Intro to Data science skills (part 1)

AndReda Mind
3 min readMay 12, 2021

Everybody loves a data scientist, wrote Simon Rogers (2012) in the Guardian, Mr. Rogers also traced the newfound love for number crunching to a quote by Google’s Hal Varian, who declared that the sexy job in the next ten years Will be statisticians. So the important question here is what is the skills that Data scientist should have?

I’ll start to talk about the tech or non-tech skills that you should work on.

As we all can see that as data science is not a discipline traditionally taught at universities, contemporary data scientists come from diverse backgrounds such as engineering, statistics, and physics.

In order to succeed as a data scientist you should be:

Curious.

Argumentative.

Judgmental.

Hint: Using complicated machine learning algorithms does not always guarantee achieving a better performance, so keep it simple.

The Tech requirements:

1- I think the first skills you need is you need to know how to program, at least have some computational thinking (Algorithms and Data structures).

2- you need to know some algebra, at least up to analytics, geometry, and hopefully some calculus, some basic probability, some basic statistics

3- relational databases

4- Can use cloud services like (Google - IBM - AWS)to be able to use up to date tools such as Python, UNIX commands, pandas, Jupyter, Apache Spark.

Pandas

Pandas is a fast, powerful, flexible and easy to use open source data analysis and manipulation tool, built on top of the Python programming language.

The Jupyter Notebook is an open-source web application that allows you to create and share documents that contain live code, equations, visualizations and narrative text.
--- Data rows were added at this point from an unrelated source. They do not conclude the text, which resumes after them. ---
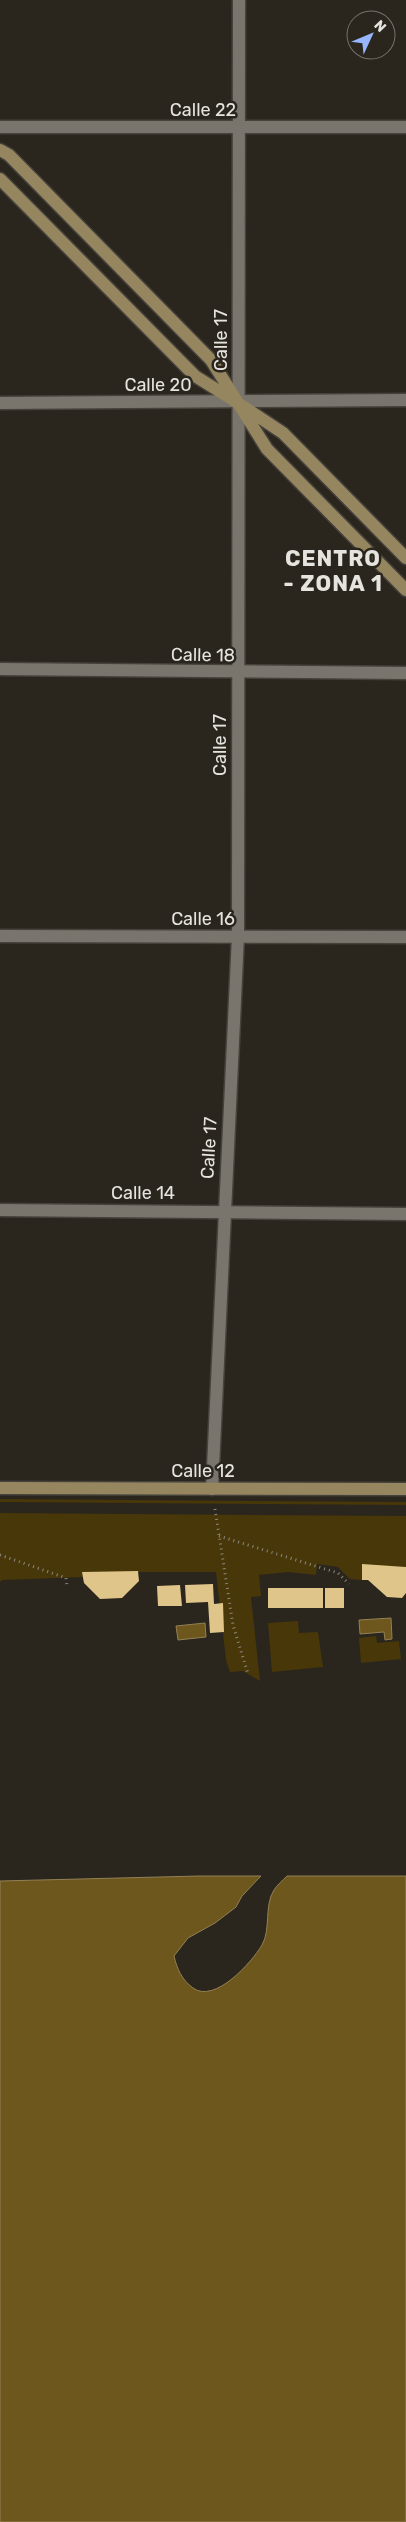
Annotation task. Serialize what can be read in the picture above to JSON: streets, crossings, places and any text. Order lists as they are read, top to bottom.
{
  "streets": {
    "main road": ["Calle 12"],
    "street": [
      "Calle 22",
      "Calle 17",
      "Calle 20",
      "Calle 18",
      "Calle 16",
      "Calle 14"
    ]
  },
  "crossings": [
    ["Calle 22", "Calle 17"],
    ["Calle 17", "Calle 20"],
    ["Calle 17", "Calle 18"],
    ["Calle 17", "Calle 16"],
    ["Calle 17", "Calle 14"],
    ["Calle 17", "Calle 12"]
  ],
  "districts": ["CENTRO - ZONA 1"],
  "north": "top right"
}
Uses include: data cleaning and transformation, numerical simulation, statistical modeling, data visualization, machine learning, and much more.

Apache Spark

Apache Spark: is a unified analytics engine for large-scale data processing.

Can deal with Apache Hadoop.

Apache Hadoop

The Apache Hadoop software library is a framework that allows for the distributed processing of large data sets across clusters of computers using simple programming models. It is designed to scale up from single servers to thousands of machines, each offering local computation and storage. Rather than rely on hardware to deliver high-availability, the library itself is designed to detect and handle failures at the application layer, so delivering a highly-available service on top of a cluster of computers, each of which may be prone to failures.

Hadoop, and Spark are very suitable for dealing with big amount of Data.

--

--